(Input material)
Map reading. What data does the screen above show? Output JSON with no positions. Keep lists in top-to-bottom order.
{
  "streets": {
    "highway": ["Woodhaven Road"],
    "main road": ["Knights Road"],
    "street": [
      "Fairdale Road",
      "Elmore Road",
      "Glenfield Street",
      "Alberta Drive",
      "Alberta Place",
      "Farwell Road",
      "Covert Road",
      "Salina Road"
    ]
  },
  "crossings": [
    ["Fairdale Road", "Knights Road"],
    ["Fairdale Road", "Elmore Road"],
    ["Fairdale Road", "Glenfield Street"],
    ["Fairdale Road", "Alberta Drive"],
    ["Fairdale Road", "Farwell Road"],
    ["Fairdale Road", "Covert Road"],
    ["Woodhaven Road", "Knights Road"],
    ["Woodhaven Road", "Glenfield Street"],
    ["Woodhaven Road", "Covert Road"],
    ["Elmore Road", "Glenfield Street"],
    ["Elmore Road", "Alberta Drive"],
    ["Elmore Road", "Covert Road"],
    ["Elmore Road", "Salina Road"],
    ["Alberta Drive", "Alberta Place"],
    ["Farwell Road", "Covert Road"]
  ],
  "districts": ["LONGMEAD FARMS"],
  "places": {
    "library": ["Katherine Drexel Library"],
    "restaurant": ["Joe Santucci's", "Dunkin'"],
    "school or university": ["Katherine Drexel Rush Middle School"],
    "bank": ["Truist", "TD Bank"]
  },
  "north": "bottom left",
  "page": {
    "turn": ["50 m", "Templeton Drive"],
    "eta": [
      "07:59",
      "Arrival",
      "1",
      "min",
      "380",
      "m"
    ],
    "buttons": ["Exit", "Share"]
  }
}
(End Input material)
*Work instruction*:
Above are the entries; give them back verbatim.

*Written solution*:
Map reading. What data does the screen above show? Output JSON with no positions. Keep lists in top-to-bottom order.
{
  "streets": {
    "highway": ["Woodhaven Road"],
    "main road": ["Knights Road"],
    "street": [
      "Fairdale Road",
      "Elmore Road",
      "Glenfield Street",
      "Alberta Drive",
      "Alberta Place",
      "Farwell Road",
      "Covert Road",
      "Salina Road"
    ]
  },
  "crossings": [
    ["Fairdale Road", "Knights Road"],
    ["Fairdale Road", "Elmore Road"],
    ["Fairdale Road", "Glenfield Street"],
    ["Fairdale Road", "Alberta Drive"],
    ["Fairdale Road", "Farwell Road"],
    ["Fairdale Road", "Covert Road"],
    ["Woodhaven Road", "Knights Road"],
    ["Woodhaven Road", "Glenfield Street"],
    ["Woodhaven Road", "Covert Road"],
    ["Elmore Road", "Glenfield Street"],
    ["Elmore Road", "Alberta Drive"],
    ["Elmore Road", "Covert Road"],
    ["Elmore Road", "Salina Road"],
    ["Alberta Drive", "Alberta Place"],
    ["Farwell Road", "Covert Road"]
  ],
  "districts": ["LONGMEAD FARMS"],
  "places": {
    "library": ["Katherine Drexel Library"],
    "restaurant": ["Joe Santucci's", "Dunkin'"],
    "school or university": ["Katherine Drexel Rush Middle School"],
    "bank": ["Truist", "TD Bank"]
  },
  "north": "bottom left",
  "page": {
    "turn": ["50 m", "Templeton Drive"],
    "eta": [
      "07:59",
      "Arrival",
      "1",
      "min",
      "380",
      "m"
    ],
    "buttons": ["Exit", "Share"]
  }
}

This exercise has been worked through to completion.